What you write must be the listing below in full, word for word, minus its pictures.
- - - - - - -
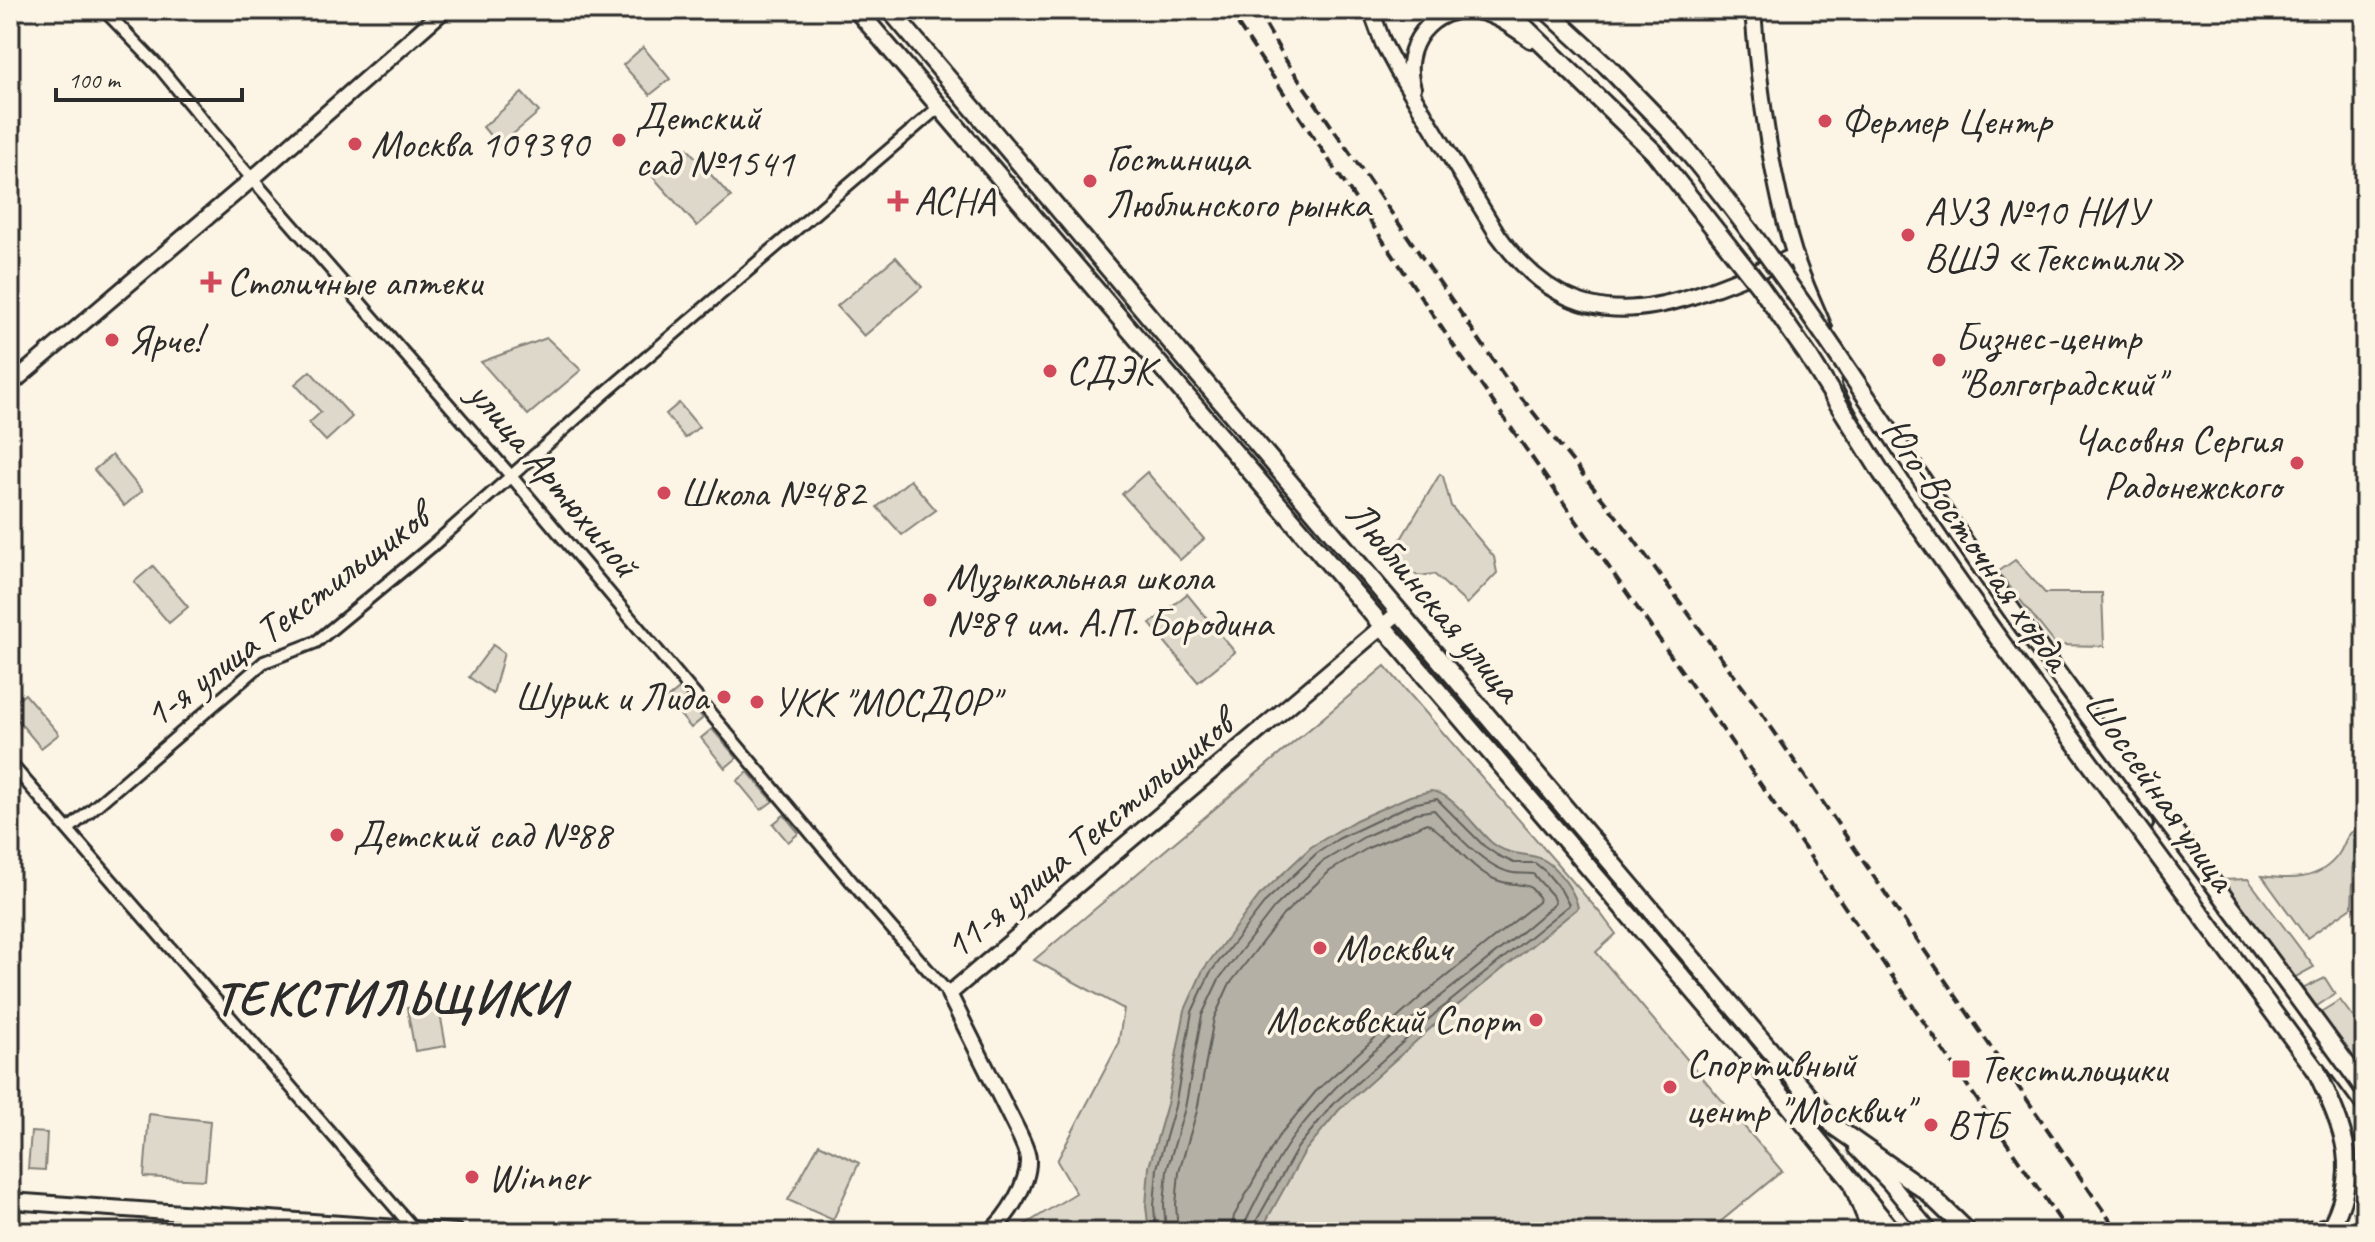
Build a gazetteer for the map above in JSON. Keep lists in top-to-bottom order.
{
  "streets": {
    "main road": [
      "Юго-Восточная хорда",
      "Люблинская улица",
      "Шоссейная улица",
      "11-я улица Текстильщиков"
    ],
    "street": ["улица Артюхиной", "1-я улица Текстильщиков"]
  },
  "crossings": [
    ["улица Артюхиной", "1-я улица Текстильщиков"],
    ["улица Артюхиной", "11-я улица Текстильщиков"],
    ["Юго-Восточная хорда", "Шоссейная улица"],
    ["Люблинская улица", "1-я улица Текстильщиков"],
    ["Люблинская улица", "11-я улица Текстильщиков"]
  ],
  "districts": ["ТЕКСТИЛЬЩИКИ"],
  "places": {
    "other": [
      "Фермер Центр",
      "Детский сад №1541",
      "Москва 109390",
      "Гостиница Люблинского рынка",
      "АУЗ №10 НИУ ВШЭ «Текстили»",
      "Ярче!",
      "Бизнес-центр \"Волгоградский\"",
      "СДЭК",
      "Часовня Сергия Радонежского",
      "Школа №482",
      "Музыкальная школа №89 им. А.П. Бородина",
      "Шурик и Лида",
      "УКК \"МОСДОР\"",
      "Детский сад №88",
      "Москвич",
      "Московский Спорт",
      "Спортивный центр \"Москвич\"",
      "ВТБ",
      "Winner"
    ],
    "health": ["АСНА", "Столичные аптеки"],
    "transit": ["Текстильщики"]
  },
  "scale_bar": "100 m"
}
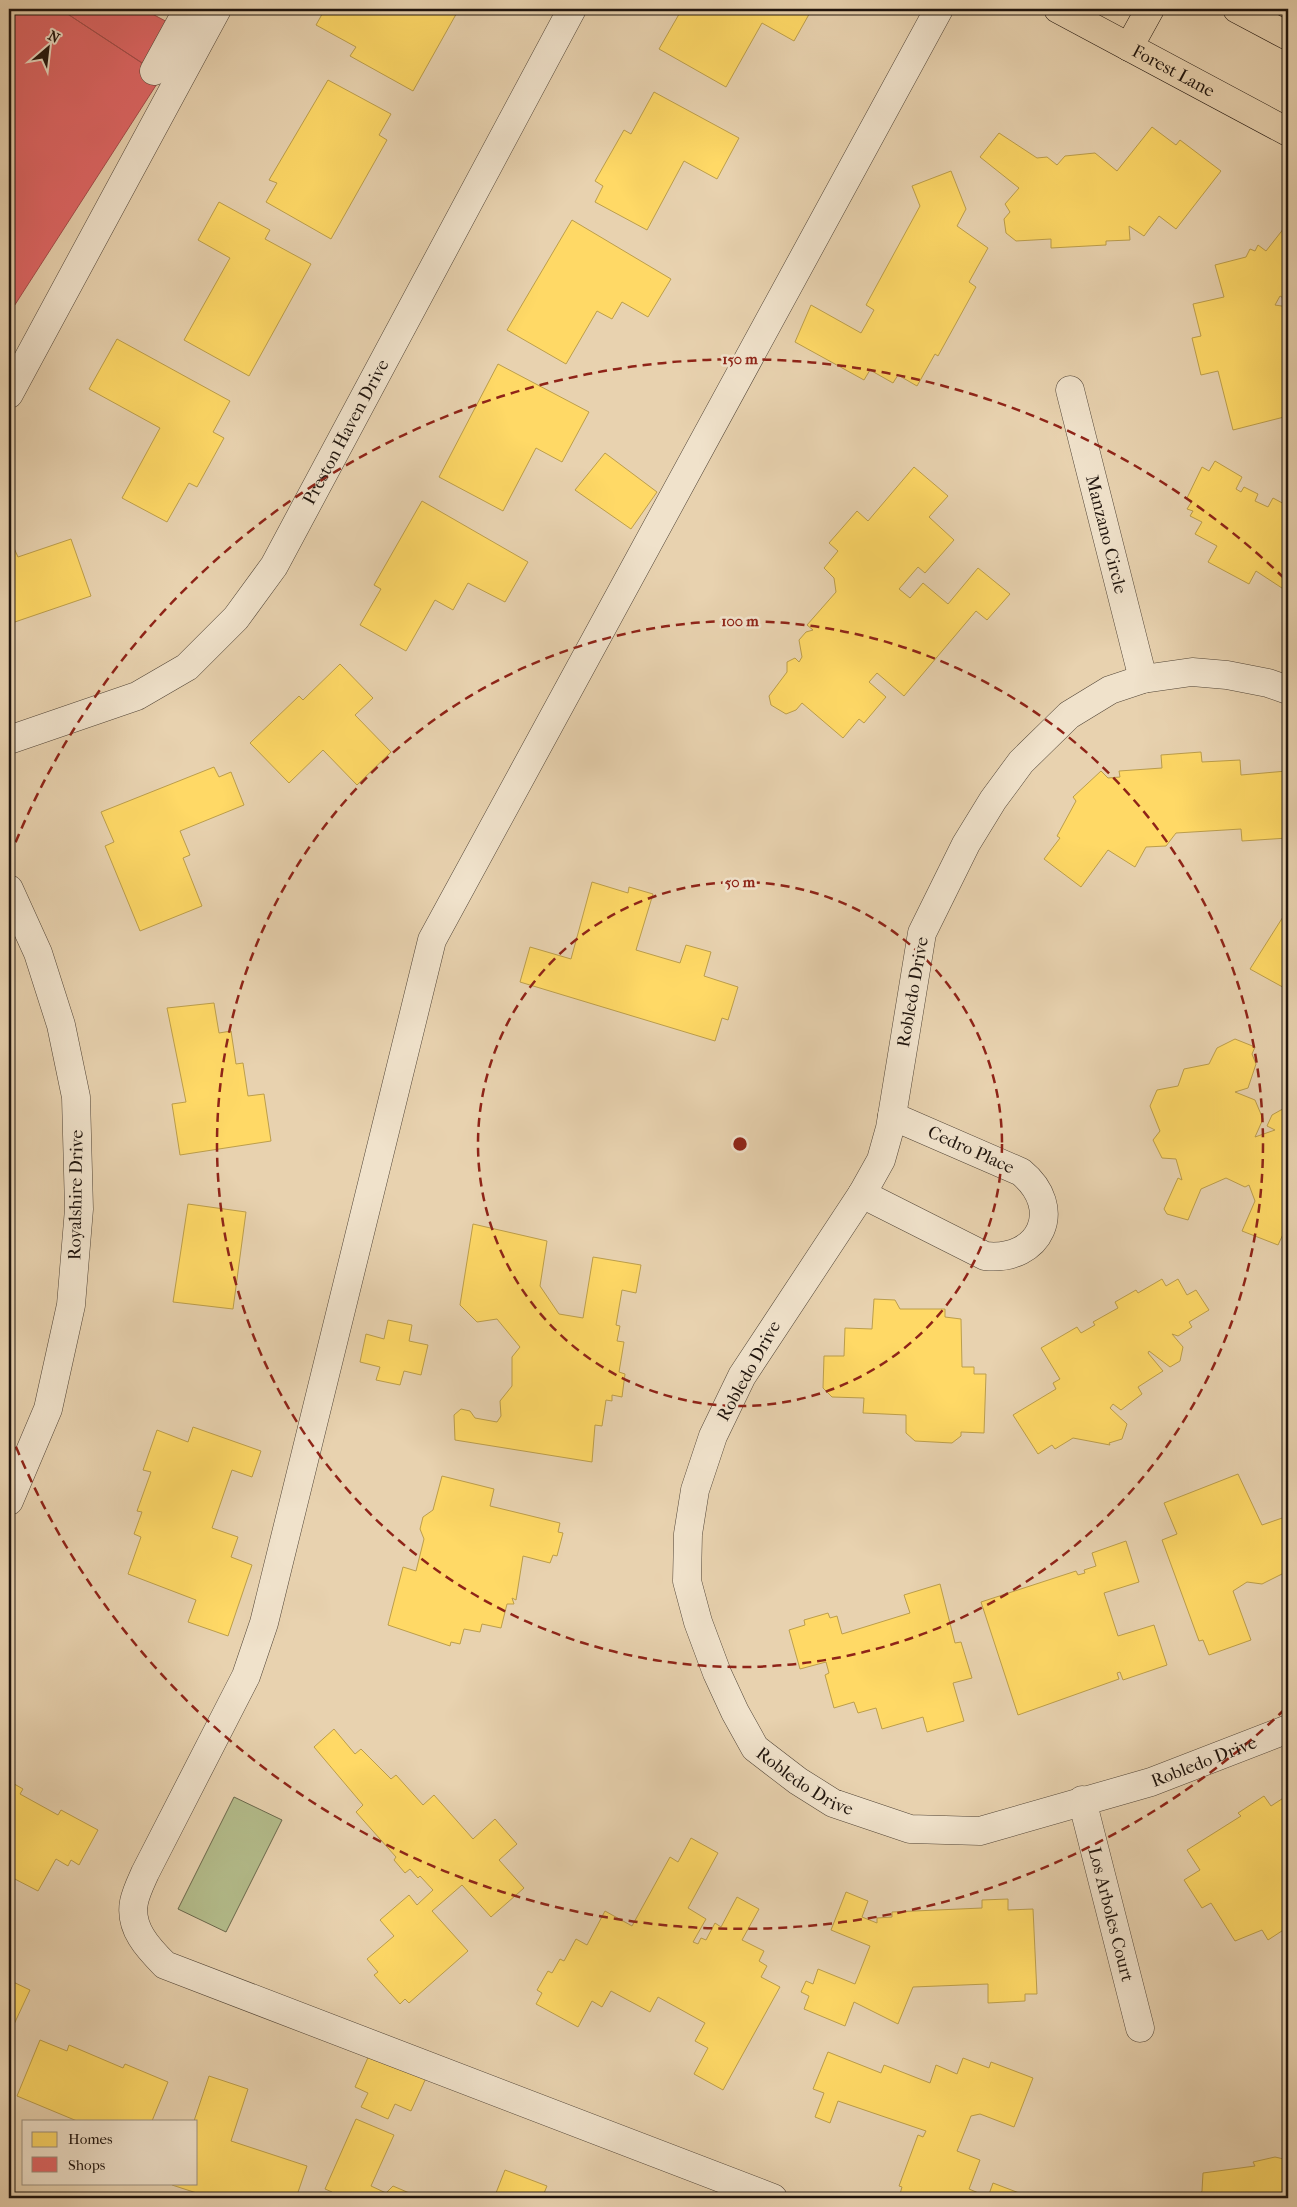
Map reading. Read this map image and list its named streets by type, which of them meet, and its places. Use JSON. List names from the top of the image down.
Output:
{
  "streets": {
    "main road": ["Forest Lane"],
    "street": [
      "Preston Haven Drive",
      "Manzano Circle",
      "Robledo Drive",
      "Cedro Place",
      "Royalshire Drive",
      "Los Arboles Court"
    ]
  },
  "crossings": [
    ["Manzano Circle", "Robledo Drive"],
    ["Robledo Drive", "Cedro Place"],
    ["Robledo Drive", "Los Arboles Court"]
  ],
  "legend": ["Homes", "Shops"],
  "north": "top right",
  "rings": ["150 m", "100 m", "50 m"]
}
- - - - - - -
### RESPONSE TO THIS TASK
Build a gazetteer for the map above in JSON. Keep lists in top-to-bottom order.
{
  "streets": {
    "main road": [
      "Юго-Восточная хорда",
      "Люблинская улица",
      "Шоссейная улица",
      "11-я улица Текстильщиков"
    ],
    "street": ["улица Артюхиной", "1-я улица Текстильщиков"]
  },
  "crossings": [
    ["улица Артюхиной", "1-я улица Текстильщиков"],
    ["улица Артюхиной", "11-я улица Текстильщиков"],
    ["Юго-Восточная хорда", "Шоссейная улица"],
    ["Люблинская улица", "1-я улица Текстильщиков"],
    ["Люблинская улица", "11-я улица Текстильщиков"]
  ],
  "districts": ["ТЕКСТИЛЬЩИКИ"],
  "places": {
    "other": [
      "Фермер Центр",
      "Детский сад №1541",
      "Москва 109390",
      "Гостиница Люблинского рынка",
      "АУЗ №10 НИУ ВШЭ «Текстили»",
      "Ярче!",
      "Бизнес-центр \"Волгоградский\"",
      "СДЭК",
      "Часовня Сергия Радонежского",
      "Школа №482",
      "Музыкальная школа №89 им. А.П. Бородина",
      "Шурик и Лида",
      "УКК \"МОСДОР\"",
      "Детский сад №88",
      "Москвич",
      "Московский Спорт",
      "Спортивный центр \"Москвич\"",
      "ВТБ",
      "Winner"
    ],
    "health": ["АСНА", "Столичные аптеки"],
    "transit": ["Текстильщики"]
  },
  "scale_bar": "100 m"
}
Map reading. Read this map image and list its named streets by type, which of them meet, and its places. Use JSON. List names from the top of the image down.
Output:
{
  "streets": {
    "main road": ["Forest Lane"],
    "street": [
      "Preston Haven Drive",
      "Manzano Circle",
      "Robledo Drive",
      "Cedro Place",
      "Royalshire Drive",
      "Los Arboles Court"
    ]
  },
  "crossings": [
    ["Manzano Circle", "Robledo Drive"],
    ["Robledo Drive", "Cedro Place"],
    ["Robledo Drive", "Los Arboles Court"]
  ],
  "legend": ["Homes", "Shops"],
  "north": "top right",
  "rings": ["150 m", "100 m", "50 m"]
}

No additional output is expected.